Orlando:
Donald Trump was back in the limelight Sunday telling enthusiastic conservatives that he could run for president again in 2024, as he sought to reassert his dominance over a Republican Party that is out of power.
The 74-year-old addressed the Conservative Political Action Conference in Orlando in a highly anticipated keynote address.
But while teasing his future plans, he left the crowd wondering if he will challenge President Joe Biden in a rematch.
“You actually know they just lost the White House,” Trump said of the Democrats, again promoting the falsehood that Trump was denied a second term due to electoral fraud.
“But who knows, who knows?” shout. “I can even decide to beat them a third time, okay?”
Banned from Twitter and other social media, Trump has kept a low profile at his Mar-a-Lago Florida resort since leaving the White House on January 20.
At the CPAC event, he took the stage to delight in a long standing ovation from loyalists, the vast majority without a mask despite the coronavirus pandemic.
“The incredible journey we started together … is far from over,” Trump said of his populist movement. “And in the end, we will win.”
Trump also put an end to rumors that he could take over his support base to create a new political party.
“I am not going to start a new party,” Trump said. “We have the Republican Party. It will come together and be stronger than ever.”
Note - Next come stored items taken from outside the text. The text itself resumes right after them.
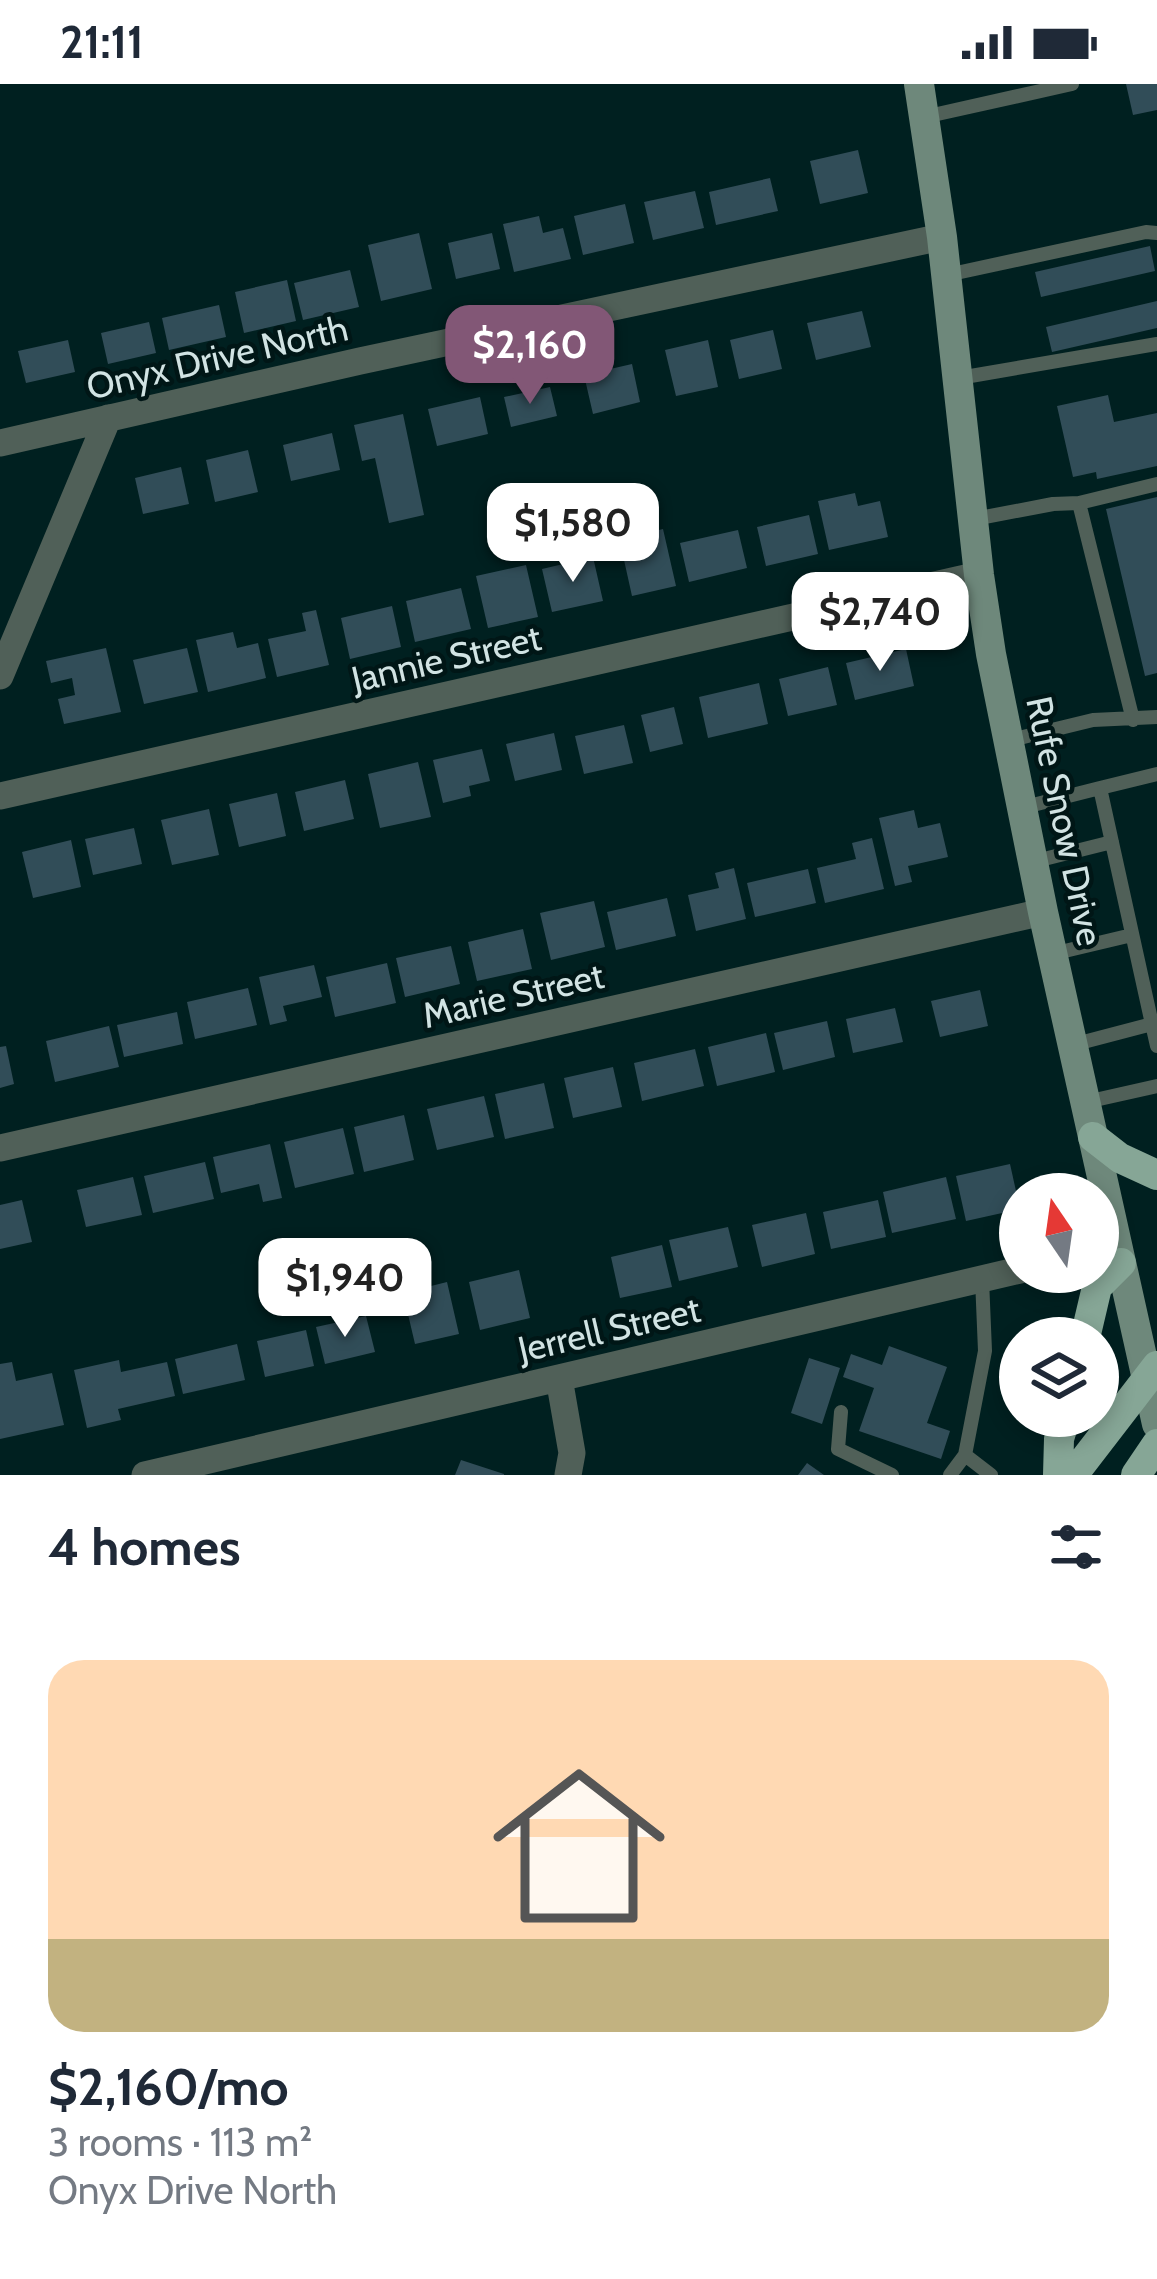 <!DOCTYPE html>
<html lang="en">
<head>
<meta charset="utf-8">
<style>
	:root { --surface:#fff; --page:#f2f2f3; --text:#1f2937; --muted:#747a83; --line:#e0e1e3; --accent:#825776 }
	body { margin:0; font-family:Cabin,sans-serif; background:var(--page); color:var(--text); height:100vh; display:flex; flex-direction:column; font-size:45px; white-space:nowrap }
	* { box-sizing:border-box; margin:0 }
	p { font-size:39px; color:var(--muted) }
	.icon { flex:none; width:66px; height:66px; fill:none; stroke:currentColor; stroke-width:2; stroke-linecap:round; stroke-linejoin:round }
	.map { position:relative; height:1391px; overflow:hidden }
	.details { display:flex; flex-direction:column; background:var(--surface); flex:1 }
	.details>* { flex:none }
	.needle { width:78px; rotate:347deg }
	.buttons { position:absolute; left:999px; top:1089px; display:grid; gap:24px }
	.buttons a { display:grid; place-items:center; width:120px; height:120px; border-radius:50%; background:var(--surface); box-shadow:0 6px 18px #0003; font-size:60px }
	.price { position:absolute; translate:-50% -102px; padding:0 27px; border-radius:24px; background:#fff; color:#222; font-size:39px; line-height:78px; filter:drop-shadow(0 3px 6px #0008) }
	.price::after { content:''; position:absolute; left:50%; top:72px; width:36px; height:27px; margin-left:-18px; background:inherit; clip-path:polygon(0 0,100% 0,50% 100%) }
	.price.active { background:var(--accent); color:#fff }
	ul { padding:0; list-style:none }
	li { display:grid; align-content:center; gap:24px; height:636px; padding:0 48px }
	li+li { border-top:3px solid var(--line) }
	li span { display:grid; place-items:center; height:372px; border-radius:36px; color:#555 }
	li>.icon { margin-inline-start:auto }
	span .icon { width:216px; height:216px; fill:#fffc; stroke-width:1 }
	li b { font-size:51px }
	h2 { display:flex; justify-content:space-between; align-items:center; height:144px; padding:0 48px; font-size:51px }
	.status { display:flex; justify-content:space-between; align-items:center; height:84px; padding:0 60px; background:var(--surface); direction:ltr }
	.status svg { height:33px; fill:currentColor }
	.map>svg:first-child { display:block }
</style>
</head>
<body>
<div class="status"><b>21:11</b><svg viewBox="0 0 49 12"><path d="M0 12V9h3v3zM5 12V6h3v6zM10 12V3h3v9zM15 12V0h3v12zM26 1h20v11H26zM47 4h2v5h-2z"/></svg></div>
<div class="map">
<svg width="1157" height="1391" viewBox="0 0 1157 1391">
	<rect width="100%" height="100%" fill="#002020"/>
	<path fill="#314d58" d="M1126,0H1157V26L1133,31Z
		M858,66L868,109L820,120L810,77Z
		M770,94L778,127L716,141L709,108Z
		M695,107L704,144L653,156L644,118Z
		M625,120L634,159L583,171L574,132Z
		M539,132L543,149L563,144L571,175L514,188L503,140Z
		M419,149L432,205L381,217L368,161Z
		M492,149L500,185L456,195L448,159Z
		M1150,162L1155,187L1041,213L1035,188Z
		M350,186L359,223L303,236L294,199Z
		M287,196L296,237L244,249L235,208Z
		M1157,217V244L1052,268L1046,243Z
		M219,221L226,253L169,266L162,234Z
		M862,227L871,263L816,276L807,239Z
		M149,238L156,269L108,280L101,249Z
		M773,246L782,285L739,295L730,256Z
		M68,256L75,288L26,299L18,267Z
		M708,256L718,303L676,312L665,266Z
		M632,280L640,318L593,330L584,291Z
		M550,303L557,332L511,343L504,313Z
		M1108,311L1114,338L1157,329V382L1097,395L1096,388L1073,393L1057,322Z
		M480,313L488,350L437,362L428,325Z
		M403,330L424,431L389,439L375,374L362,377L354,341Z
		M332,349L340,386L291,397L283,361Z
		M248,366L258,408L215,418L206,376Z
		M181,383L189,420L143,430L135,394Z
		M855,409L858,422L880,417L888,453L829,466L818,417Z
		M1157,413V589L1145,592L1106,425Z
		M809,431L818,470L766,482L757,443Z
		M663,445L676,502L632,512L624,476L647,470L642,450Z
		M738,446L747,484L689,498L680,459Z
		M593,473L603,517L552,528L542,485Z
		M526,481L538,533L488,544L476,492Z
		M461,504L471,545L415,558L406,517Z
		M392,522L401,563L350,575L341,534Z
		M316,526L329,581L277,593L268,555L306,547L302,529Z
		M233,548L237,564L258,559L266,594L208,608L196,556Z
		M106,564L121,628L64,640L58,615L75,611L72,594L51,599L46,577Z
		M187,564L198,608L144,620L133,576Z
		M906,565L914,602L855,616L846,579Z
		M828,583L837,621L788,632L779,595Z
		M759,599L768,640L708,654L699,613Z
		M674,623L683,660L650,668L641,631Z
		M624,641L633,679L584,690L575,652Z
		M554,649L562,686L515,697L506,660Z
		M482,665L490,697L469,702L471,712L443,719L433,676Z
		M418,678L431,733L380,744L368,690Z
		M345,696L354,735L304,747L295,708Z
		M277,709L286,752L239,763L229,720Z
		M209,725L219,771L172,781L161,736Z
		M914,726L918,744L940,739L948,773L908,782L912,798L895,802L879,734Z
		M134,744L142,780L93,791L85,755Z
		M872,754L884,805L825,819L817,784L856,775L852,759Z
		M71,756L81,803L33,814L22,768Z
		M734,784L746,835L696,847L688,811L719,804L715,789Z
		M808,785L816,819L755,833L747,799Z
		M667,814L676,852L616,866L607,828Z
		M594,817L605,863L551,876L540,829Z
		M523,845L532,885L477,897L468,858Z
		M451,862L460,900L405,913L396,874Z
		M387,879L396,919L335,933L326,893Z
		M314,881L322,913L283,922L287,937L270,941L259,893Z
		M248,904L257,941L195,955L187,918Z
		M980,906L988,942L940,953L931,917Z
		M895,924L903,958L853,969L846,935Z
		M177,928L183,960L124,973L117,941Z
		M827,937L835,973L783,986L774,949Z
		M109,942L119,983L55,998L46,957Z
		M766,949L775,988L717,1002L708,963Z
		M6,962L14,1000L0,1004V963Z
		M695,965L704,1002L642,1017L634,979Z
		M613,983L622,1023L573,1034L564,994Z
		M544,999L554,1044L505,1055L495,1010Z
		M484,1012L494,1053L437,1066L427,1025Z
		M404,1031L414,1076L364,1088L354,1043Z
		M343,1044L354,1090L295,1104L284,1058Z
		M270,1060L282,1114L263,1118L259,1100L221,1109L213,1073Z
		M205,1078L214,1115L153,1129L144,1092Z
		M1010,1080L1020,1125L966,1137L956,1092Z
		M133,1093L142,1131L86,1143L77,1106Z
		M946,1093L956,1135L892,1149L883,1108Z
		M22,1116L32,1158L0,1165V1121Z
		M878,1116L886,1153L831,1165L823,1128Z
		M806,1129L815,1170L762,1183L752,1141Z
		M728,1143L738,1183L679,1197L669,1156Z
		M662,1161L672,1203L620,1214L611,1173Z
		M519,1186L530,1234L480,1246L469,1198Z
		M447,1198L459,1250L415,1260L403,1209Z
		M366,1232L375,1268L325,1280L316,1243Z
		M306,1246L314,1282L265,1293L257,1257Z
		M237,1260L245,1296L183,1310L175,1275Z
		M889,1262L947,1283L927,1339L950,1347L941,1375L859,1347L874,1304L843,1293L851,1270L882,1281Z
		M809,1274L840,1284L822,1340L791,1329Z
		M119,1276L121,1288L167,1278L175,1312L118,1325L121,1336L87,1344L74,1286Z
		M12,1278L16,1297L52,1289L64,1341L0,1355V1280Z
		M461,1376L504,1390V1391H455Z
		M807,1379L824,1391H798Z"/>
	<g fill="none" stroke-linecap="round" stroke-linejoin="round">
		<path stroke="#506058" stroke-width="14" d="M924,33L1072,0
			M947,191L1146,148L1157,149
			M959,294L1157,260
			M1079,419L1133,636
			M974,435L1053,420L1079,419L1157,400
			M1007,657L1093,636L1157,633
			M1100,704L1157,690
			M1021,724L1100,704L1152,940
			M1032,778L1112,758
			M1052,870L1132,851
			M1072,961L1152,940L1157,962
			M1086,1018L1157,1002
			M841,1328L838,1365L892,1391
			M965,1371L991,1391
			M950,1391L965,1371L985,1267L982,1195"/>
		<path stroke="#506058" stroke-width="27" d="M0,359L360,277L942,153
			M0,592L108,334
			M0,712L979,491
			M0,1064L1043,828
			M559,1294L572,1369L568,1391
			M145,1391L1020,1186"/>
		<path stroke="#6e887b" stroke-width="30" d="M919,0L942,153L979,491L991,570L1043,828L1157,1340"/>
		<path stroke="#86a696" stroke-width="30" d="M1093,1053L1120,1074L1157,1091
			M1085,1254L1097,1203L1121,1179
			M1058,1391L1059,1355L1066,1332
			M1073,1391L1157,1282
			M1136,1391L1157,1360"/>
	</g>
	<g text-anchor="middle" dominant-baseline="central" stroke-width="9" stroke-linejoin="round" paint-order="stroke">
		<g font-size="36" fill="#d1e3e3" stroke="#001616">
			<text transform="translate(217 273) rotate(-13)">Onyx Drive North</text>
			<text transform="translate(446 574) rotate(-13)">Jannie Street</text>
			<text transform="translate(1065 737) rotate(78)">Rufe Snow Drive</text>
			<text transform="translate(513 911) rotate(-13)">Marie Street</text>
			<text transform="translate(609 1245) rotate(-13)">Jerrell Street</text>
		</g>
	</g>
</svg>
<div class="buttons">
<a><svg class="needle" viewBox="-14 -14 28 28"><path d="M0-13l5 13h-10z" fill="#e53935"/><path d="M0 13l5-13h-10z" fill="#747a83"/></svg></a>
<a><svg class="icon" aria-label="layers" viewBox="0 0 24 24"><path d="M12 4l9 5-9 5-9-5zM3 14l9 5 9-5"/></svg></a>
</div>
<b class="price active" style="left:530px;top:323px">$2,160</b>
<b class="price" style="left:573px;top:501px">$1,580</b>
<b class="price" style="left:880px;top:590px">$2,740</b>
<b class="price" style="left:345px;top:1256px">$1,940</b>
</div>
<section class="details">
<h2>4 homes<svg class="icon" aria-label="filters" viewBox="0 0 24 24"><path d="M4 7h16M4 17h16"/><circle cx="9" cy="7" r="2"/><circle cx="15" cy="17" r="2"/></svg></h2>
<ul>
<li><span style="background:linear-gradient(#ffd9b3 75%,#c2b280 0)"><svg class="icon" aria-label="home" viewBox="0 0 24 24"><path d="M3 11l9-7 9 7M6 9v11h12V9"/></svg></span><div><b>$2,160/mo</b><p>3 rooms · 113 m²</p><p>Onyx Drive North</p></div></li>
</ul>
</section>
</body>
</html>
Trump, as expected, attacked Biden, saying the Democrat just wrapped up “the most disastrous first month” of any modern president.
But he also painted America as a divided land.
“Our security, our prosperity and our own identity as Americans are at stake,” he said in an incoherent speech that attacked immigrants, criticized the “cancellation of culture” and criticized Biden’s policies on climate change, energy and electoral integrity. .
‘Warning note’
American political parties generally face a reckoning after a series of setbacks like the ones Republicans saw in four years of Trump: losing the White House, the Senate and the House of Representatives.
The party is also marked by Trump’s repeated lies about his electoral defeat, his impeachment for inciting riots in the United States Capitol on January 6, and the dividing line his actions have caused between establishment Republicans and the pro-Trump populists.
But instead of ditching its troubled leader and charting a new path to regain relevance, much of the party still sees Trump as a vice in their future.
It’s a perception that he has fostered, setting himself up as a vengeful Republican kingmaker. On Friday he backed a former aide against an Ohio congressman who voted to impeach him.
At least at CPAC, enthusiasm for Trump remained through the roof. Attendees posed next to a shiny gold statue of the former president, and listeners rose each time panelists praised him.
In a poll conducted at the conference and released just before Trump’s speech, nearly seven in 10 respondents said they wanted him to run again.
As for the future direction of the party, support for Trumpism was rock solid, with 95 percent of those surveyed wanting to continue Trump’s policies and agenda.
But when asked who they prefer as the party’s candidate in 2024, a moderate 55 percent chose Trump, and Florida Governor Ron DeSantis, the de facto host of the CPAC, came in a distant second at 21 percent. hundred.
Respected Republican strategist Karl Rove said he would have expected a stronger outcome for Trump, especially in a conspiracy that appears to support the former president.
“I would take that as a cautionary note,” Rove said on Fox News.
“You need to refresh your act.”
For some Republicans like Sen. Bill Cassidy, who voted to convict Trump at impeachment, going from the brash billionaire is critical.
“We have to win in two years, we have to win in four years,” Cassidy told CNN’s State of the Union.
“We will do this by talking about the issues that are important to the American people, and there are many issues that are important to them right now, not putting one person on a pedestal.”
(Except for the headline, this story has not been edited by NDTV staff and is posted from a syndicated feed.)